Later in the afternoon, the National Party managed to rummage together a crowd for its rival launch on a platform at Papakura railway station. But the sun had given up, and it turned out the trains weren't running that day. The embarrassment mounted further when Auckland Council slapped them on the wrist, saying political events were forbidden at stations. For a campaign already bloated with transport imagery - horse race politics, leaders thrown under the bus, and the ubiquitous boats of the TV ads - here was a train-wreck of symbolism. Labour in the ascendant, National in decline.

Except National in decline not so much. The two polls that emerged this week did show Labour surge, but National remained firmly in the 40s. A rock of stability.

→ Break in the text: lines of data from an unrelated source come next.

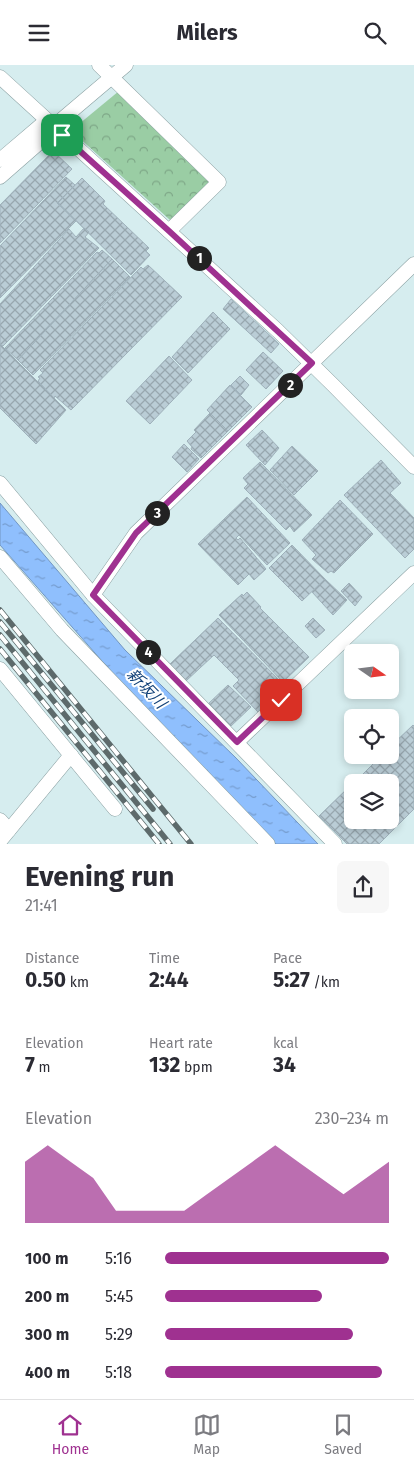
<!DOCTYPE html>
<html lang="en">
<head>
<meta charset="utf-8">
<style>
  body { margin:0; font-family:"Fira Sans","Noto Sans JP",sans-serif; background:#f7f7f7; color:#2b2b33; height:100vh; display:flex; flex-direction:column; font-size:19px; white-space:nowrap }
  * { box-sizing:border-box; margin:0 }
  p { font-size:16px; color:#7c7c81 }
  .icon { flex:none; width:28px; height:28px; fill:none; stroke:currentColor; stroke-width:2; stroke-linecap:round; stroke-linejoin:round }
  .map { position:relative; height:779px; overflow:hidden }
  .side { display:flex; flex-direction:column; background:#fff; flex:1 }
  .side>* { flex:none }
  .needle { width:32px; rotate:104deg }
  .controls { position:absolute; left:344px; top:579px; display:grid; gap:10px }
  .controls a { display:grid; place-items:center; width:55px; height:55px; border-radius:8px; background:#fff; box-shadow:0 2px 8px #0003; font-size:25px }
  .pin { position:absolute; display:grid; place-items:center; width:42px; height:42px; color:#fff; margin:-21px; border-radius:10px; box-shadow:0 2px 8px #0006 }
  .km { position:absolute; width:25px; height:25px; margin:-12px; border-radius:50%; background:#222; color:#fff; font-size:14px; line-height:25px; text-align:center }
  .round { display:grid; place-items:center; flex:none; width:52px; height:52px; border-radius:8px; background:#f7f7f7 }
  .summary { display:flex; align-items:center; justify-content:space-between; height:85px; padding:0 25px }
  h1 { font-size:28px; font-weight:700; line-height:38px }
  .stats { display:grid; grid-template-columns:repeat(3,1fr); gap:8px; height:85px; padding:5px 25px }
  .stats div { display:grid; align-content:center }
  .stats b { font-size:21px; font-weight:700 }
  .stats small { font-size:14px; font-weight:400 }
  .stats p { font-size:14px }
  .chart { height:140px; padding:10px 25px }
  .chart p { display:flex; justify-content:space-between }
  .chart svg { width:100%; height:90px; margin-top:5px; fill:#9f3190; opacity:.7 }
  ul { padding:0 25px; list-style:none; font-size:16px }
  li { display:grid; grid-template-columns:80px 60px 1fr; align-items:center; height:38px }
  li i { height:12px; border-radius:6px; background:#9f3190 }
  header { display:flex; justify-content:space-between; align-items:center; height:65px; padding:0 25px; background:#fff; font-size:22px; font-weight:700 }
  .dock { display:flex; justify-content:space-around; align-items:center; height:70px; border-top:1px solid #e1e1e2; background:#fff; font-size:14px; color:#7c7c81 }
  .dock a { display:grid; justify-items:center; gap:2px }
  .dock .current { color:#9f3190 }
  .map>svg:first-child { display:block }
</style>
</head>
<body>
<header><svg class="icon" aria-label="menu" viewBox="0 0 24 24"><path d="M4 6h16M4 12h16M4 18h16"/></svg>Milers<svg class="icon" aria-label="search" viewBox="0 0 24 24"><circle cx="10" cy="10" r="6"/><path d="M15 15l6 6"/></svg></header>
<div class="map">
<svg width="414" height="779" viewBox="0 0 414 779">
  <defs>
    <pattern id="forest-crowns" width="20" height="18" patternUnits="userSpaceOnUse" patternTransform="scale(1.25)"><rect width="20" height="18" fill="#9acda4"/><path d="M2 6a3 3 0 1 1 6 0M12 15a3 3 0 1 1 6 0" fill="none" stroke="#7ea787"/></pattern>
    <pattern id="water-ripples" width="26" height="14" patternUnits="userSpaceOnUse" patternTransform="scale(1.25)"><rect width="26" height="14" fill="#8fbffd"/><path d="M2 4q2-2 4 0t4 0M15 11q2-2 4 0t4 0" fill="none" stroke="#759cce"/></pattern>
    <pattern id="building-cross-hatch" width="8" height="8" patternUnits="userSpaceOnUse" patternTransform="scale(1.25)"><rect width="8" height="8" fill="#bacdd6"/><path d="M0 0l8 8M0 8l8-8" fill="none" stroke="#98a7af"/></pattern>
  </defs>
  <rect width="100%" height="100%" fill="#d6edef"/>
  <polygon fill="url(#forest-crowns)" points="119,26 211,113 209,121 176,153 170,155 77,71 79,59"/>
  <polygon fill="url(#water-ripples)" stroke="#7296c2" points="0,438 125,585 236,693 318,779 276,779 109,604 0,480"/>
  <g fill="url(#building-cross-hatch)" stroke="#9fb1bb">
    <polygon points="53,86 72,104 0,178 0,140"/>
    <polygon points="66,112 75,120 57,138 76,156 0,233 0,181"/>
    <polygon points="82,113 105,136 103,139 149,183 146,186 150,190 131,210 58,138"/>
    <polygon points="84,163 89,167 85,172 99,183 3,281 0,279 0,239 69,164 76,172"/>
    <polygon points="102,185 112,194 18,295 5,283 97,187 99,188"/>
    <polygon points="112,194 130,212 33,310 18,295"/>
    <polygon points="148,200 182,232 71,345 55,331 54,333 38,316 40,313 38,312 43,308 40,305 141,202 143,204"/>
    <polygon points="231,234 279,279 271,288 223,244"/>
    <polygon points="213,247 230,264 188,308 172,292"/>
    <polygon points="0,279 66,345 36,379 0,343"/>
    <polygon points="263,287 283,306 266,324 246,305"/>
    <polygon points="169,291 192,315 150,359 126,336"/>
    <polygon points="240,311 249,320 241,330 231,320"/>
    <polygon points="230,320 252,342 228,366 207,345"/>
    <polygon points="210,348 228,366 201,393 191,384 192,382 187,376 196,367 194,365"/>
    <polygon points="262,365 279,383 265,400 246,380"/>
    <polygon points="184,379 199,394 187,407 172,392"/>
    <polygon points="292,381 318,406 294,430 270,405"/>
    <polygon points="381,395 401,418 390,428 414,453 414,484 405,493 344,430"/>
    <polygon points="260,397 312,450 294,467 290,461 286,465 244,423 248,419 243,413"/>
    <polygon points="247,432 290,478 267,500 239,470 236,473 238,475 240,473 266,504 254,515 249,509 238,520 198,479"/>
    <polygon points="340,435 373,469 334,508 331,506 328,508 312,494 316,490 302,475"/>
    <polygon points="292,480 325,514 302,536 269,503"/>
    <polygon points="325,514 347,535 333,550 312,527"/>
    <polygon points="349,518 362,532 355,541 341,526"/>
    <polygon points="247,527 261,542 260,543 309,592 283,617 219,550 242,529 243,531"/>
    <polygon points="218,553 284,620 258,647 233,621 239,615 214,590 186,616 170,599"/>
    <polygon points="313,553 325,565 316,573 305,561"/>
    <polygon points="228,620 251,642 230,662 208,639"/>
    <polygon points="413,660 414,661 414,744 379,779 347,779 319,751 352,719 352,755 390,755 390,718 354,718 382,690 390,690 390,682"/>
  </g>
  <g fill="none" stroke-linecap="round" stroke-linejoin="round">
    <g stroke="#899fa1" stroke-width="15">
      <g id="minor">
        <polyline points="99,0 219,117 169,166"/>
        <polyline points="0,12 278,266 334,321 414,402"/>
        <polyline points="54,61 126,0"/>
        <polyline points="0,95 47,55"/>
        <polyline points="0,112 56,63"/>
        <polyline points="0,418 93,530 335,779"/>
        <polyline points="0,492 62,565 268,779"/>
        <polyline points="93,530 136,468 414,199"/>
        <polyline points="0,604 115,744"/>
        <polyline points="237,677 414,508"/>
        <polyline points="0,755 9,765"/>
        <polyline points="0,776 71,690"/>
      </g>
    </g>
    <use href="#minor" stroke="#fff" stroke-width="14"/>
    <g stroke="#5d6a6b" stroke-width="5.5">
      <g id="rail">
        <polyline points="0,545 191,779"/>
        <polyline points="0,557 153,744"/>
        <polyline points="0,570 170,779"/>
        <polyline points="0,584 159,779"/>
      </g>
    </g>
    <use href="#rail" stroke="#fff" stroke-width="4" stroke-dasharray="11" stroke-linecap="butt"/>
  </g>
  <g fill="none" stroke-linecap="round" stroke-linejoin="round">
    <g stroke="#fff" stroke-width="10">
      <polyline id="route" points="62,70 169,166 312,298 136,468 93,530 237,677 281,635"/>
    </g>
    <use href="#route" stroke="#9f3190" stroke-width="6"/>
  </g>
  <g text-anchor="middle" stroke-width="4" stroke-linejoin="round" paint-order="stroke">
    <g font-size="16" font-style="italic" fill="#134279" stroke="#fff">
      <text transform="translate(147 623) rotate(46)" y="6">新坂川</text>
    </g>
  </g>
</svg>
<div class="controls">
<a><svg class="needle" viewBox="-14 -14 28 28"><path d="M0-13l5 13h-10z" fill="#e53935"/><path d="M0 13l5-13h-10z" fill="#7c7c81"/></svg></a>
<a><svg class="icon" aria-label="locate" viewBox="0 0 24 24"><circle cx="12" cy="12" r="6"/><path d="M12 2v4M12 18v4M2 12h4M18 12h4"/></svg></a>
<a><svg class="icon" aria-label="layers" viewBox="0 0 24 24"><path d="M12 4l9 5-9 5-9-5zM3 14l9 5 9-5"/></svg></a>
</div>
<div class="pin" style="left:62px;top:70px;background:#1e9e55"><svg class="icon" aria-label="arrive" viewBox="0 0 24 24"><path d="M6 21V4h12l-3 4 3 4H6"/></svg></div>
<div class="pin" style="left:281px;top:635px;background:#d93025"><svg class="icon" aria-label="check" viewBox="0 0 24 24"><path d="M5 12l5 5 9-10"/></svg></div>
<b class="km" style="left:199px;top:193px">1</b>
<b class="km" style="left:290px;top:320px">2</b>
<b class="km" style="left:157px;top:448px">3</b>
<b class="km" style="left:148px;top:587px">4</b>
</div>
<section class="side">
<div class="summary"><div><h1>Evening run</h1><p>21:41</p></div><a class="round"><svg class="icon" aria-label="share" viewBox="0 0 24 24"><path d="M12 15V3M7 8l5-5 5 5M5 13v7h14v-7"/></svg></a></div>
<div class="stats">
<div><p>Distance</p><b>0.50<small> km</small></b></div>
<div><p>Time</p><b>2:44</b></div>
<div><p>Pace</p><b>5:27<small> /km</small></b></div>
</div>
<div class="stats">
<div><p>Elevation</p><b>7<small> m</small></b></div>
<div><p>Heart rate</p><b>132<small> bpm</small></b></div>
<div><p>kcal</p><b>34</b></div>
</div>
<div class="chart"><p><span>Elevation</span>230–234 m</p>
<svg viewBox="0 0 160 44" preserveAspectRatio="none"><path d="M0 44V14L10 6L20 14L30 22L40 38L50 38L60 38L70 38L80 30L90 22L100 14L110 6L120 14L130 22L140 30L150 22L160 14V44z"/></svg>
</div>
<ul>
<li><b>100 m</b>5:16<i style="width:100%"></i></li>
<li><b>200 m</b>5:45<i style="width:70%"></i></li>
<li><b>300 m</b>5:29<i style="width:84%"></i></li>
<li><b>400 m</b>5:18<i style="width:97%"></i></li>
</ul>
</section>
<nav class="dock">
<a class="current"><svg class="icon" aria-label="home" viewBox="0 0 24 24"><path d="M3 11l9-7 9 7M6 9v11h12V9"/></svg>Home</a>
<a><svg class="icon" aria-label="map" viewBox="0 0 24 24"><path d="M3 6l6-2 6 2 6-2v14l-6 2-6-2-6 2zM9 4v14M15 6v14"/></svg>Map</a>
<a><svg class="icon" aria-label="saved" viewBox="0 0 24 24"><path d="M7 4h10v16l-5-4-5 4z"/></svg>Saved</a>
</nav>
</body>
</html>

Their serenity would have been shaken, however, by Ardern skyrocketing in the preferred PM stakes. With English and Ardern all but neck and neck, the focus on the leaders is here to stay. Against the PM's schoolmasterly solemnity, the Labour leader is all about "relentlessly positive". That's worked so far, but the mantra could wear out its welcome - it does, after all, have the ring of "Absolutely Positively Wellington", a slogan with a silent "even though we're getting rained on at right angles". But it doesn't matter: turns out that leadership is not what people vote on at all. That's according to Steven Joyce, the man who ran National campaigns under the banner "Team Key".

The most remarkable thing about the leader parade may now be this: they're a bunch of novices. As of tomorrow, Bill English will have been leader of the National Party, at his second time of trying, for eight months. Ardern's experience as leader reaches back into the mists of time, or to be more specific, last Tuesday. James Shaw is a comparative veteran, with 26 months in the job. But there's one exception, of course, among the main party leaders still standing. The Rt Hon Winston Peters. Now into his 289th month as leader of NZ First, his experience tallies at more than eight times the other three combined.

Peters has been relatively quiet during the helter skelter of the last fortnight - and with the polls showing NZ First, too, slipping at the expense of Ardern's Labour, don't be surprised to see him backspinning into the spotlight any moment. It's far from panic stations, however. Despite all the upheaval, the party is doing just fine. Plus ├ža change, sunshine. The golden rule of electing an MMP government remains: voters exercise their franchise by way of two ticks. Seats in parliament are allocated broadly proportionate to the party vote. And then Winston decides.